Por la noche, como única luz, las fogatas de la ciudad. Cadáveres ardiendo. Olor a sardinas quemadas.
Cuando ocurrió, lo primero que de pronto advirtió en sí mismo: que estaba totalmente desnudo.
El silencio, todas las figuras se mueven sin ruido, como en una película muda.

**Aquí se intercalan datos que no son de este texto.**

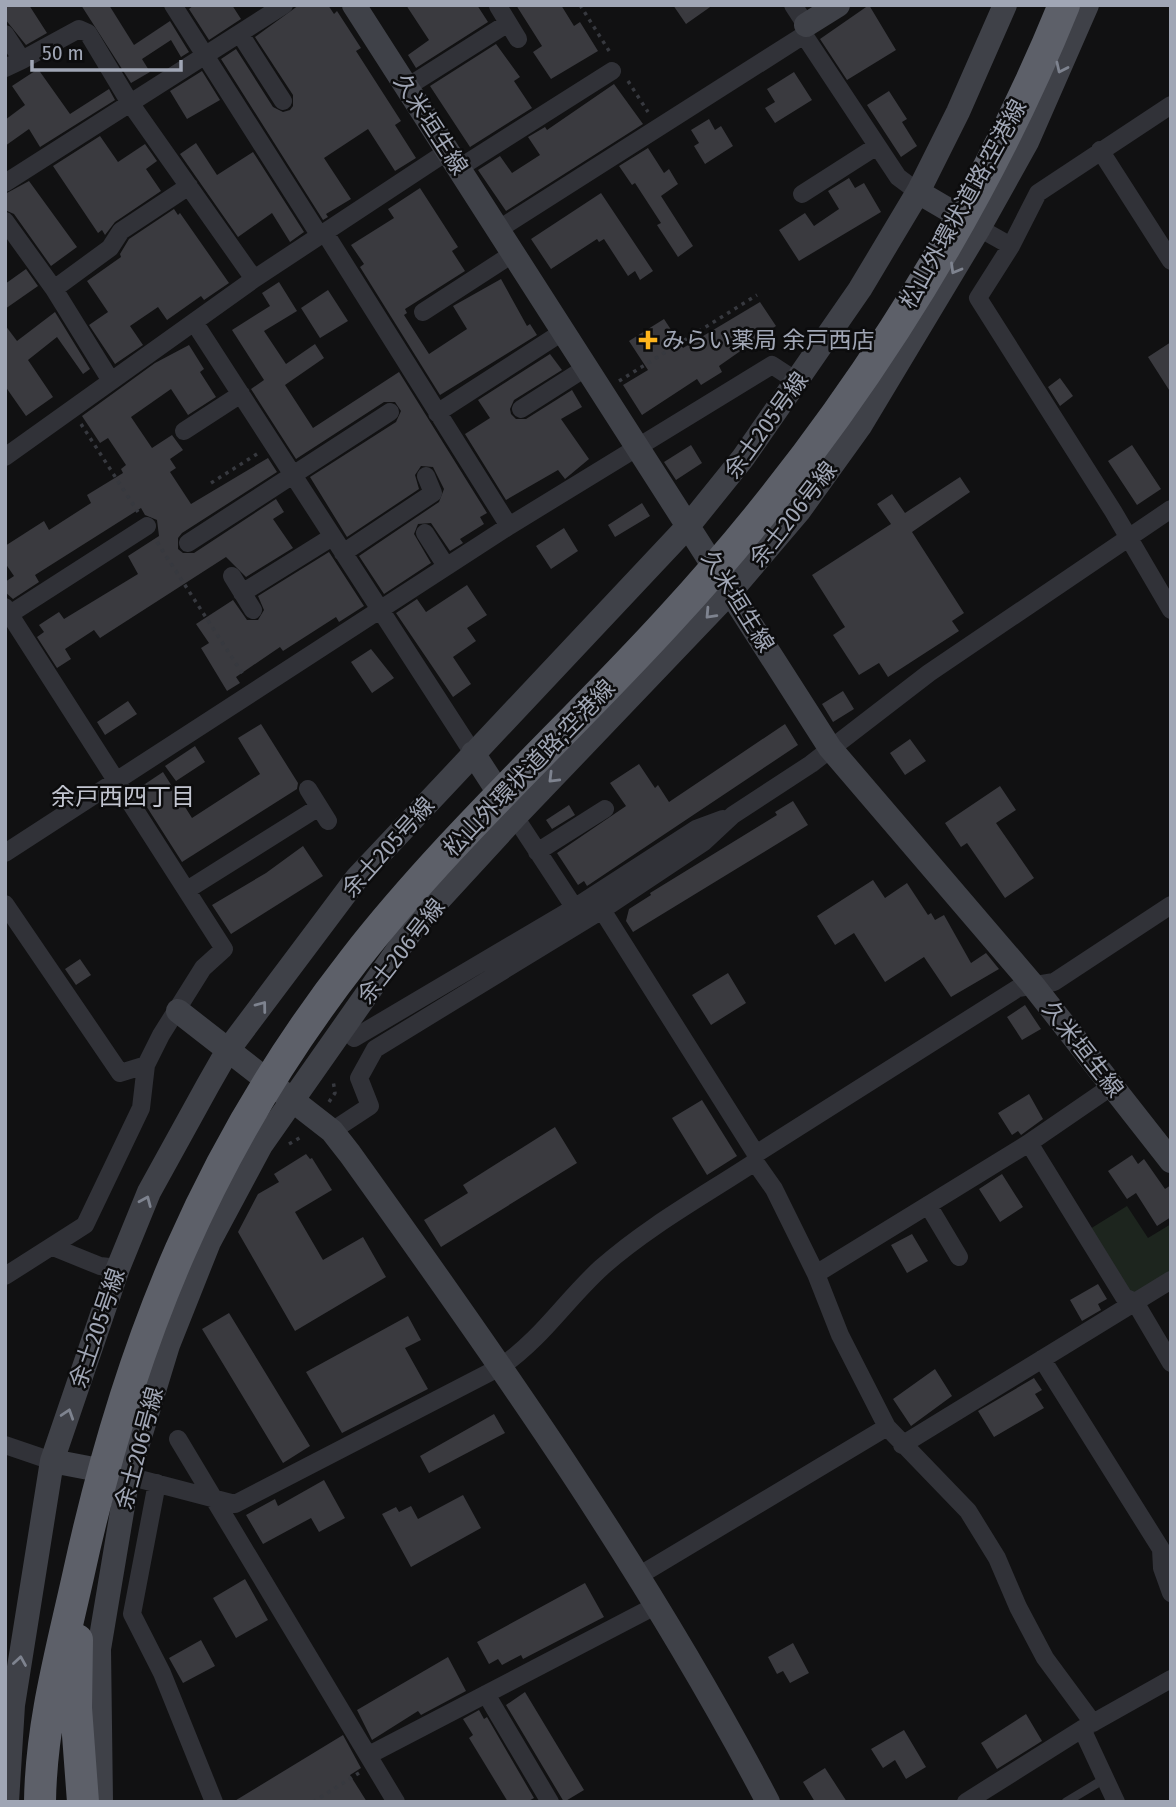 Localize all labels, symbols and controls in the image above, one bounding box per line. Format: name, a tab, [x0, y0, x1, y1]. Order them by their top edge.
scale bar	[32, 28, 180, 72]
text: 50 m	[42, 40, 84, 66]
one-way arrow	[1055, 61, 1069, 74]
street label: 久米垣生線	[388, 68, 474, 180]
street label: 松山外環状道路;空港線	[894, 94, 1032, 314]
one-way arrow	[950, 262, 963, 275]
place label: みらい薬局 余戸西店	[662, 326, 874, 354]
marker: みらい薬局 余戸西店	[640, 332, 656, 348]
street label: 余土205号線	[718, 366, 814, 484]
street label: 余土206号線	[743, 456, 843, 572]
street label: 久米垣生線	[696, 545, 780, 657]
one-way arrow	[706, 606, 719, 619]
street label: 松山外環状道路;空港線	[437, 674, 621, 862]
one-way arrow	[549, 770, 561, 782]
district label: 余戸西四丁目	[51, 783, 195, 811]
street label: 余土205号線	[336, 791, 440, 903]
street label: 余土206号線	[351, 893, 451, 1009]
street label: 久米垣生線	[1037, 995, 1129, 1103]
one-way arrow	[253, 1001, 266, 1013]
one-way arrow	[138, 1196, 152, 1208]
street label: 余土205号線	[63, 1264, 131, 1392]
street label: 余土206号線	[109, 1384, 169, 1512]
one-way arrow	[59, 1409, 74, 1421]
one-way arrow	[12, 1655, 27, 1667]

La visita a los enfermos en el hospital: primeros informes sobre lo sucedido, la destrucción de Hiroshima.
La ciudad de los 47 Ronin ¿la habrían elegido por esto?
El Diario del médico Michihiko Hachiya comprende 56 días en Hiroshima, desde el 6 de agosto, día en que lanzaron la bomba atómica, hasta el 30 de septiembre de 1945.
Está escrito como una obra de la literatura japonesa: precisión, ternura y responsabilidad son sus rasgos esenciales.
Un médico moderno, tan profundamente japonés que su fe en el emperador es inquebrantable, aun cuando éste anuncie la capitulación.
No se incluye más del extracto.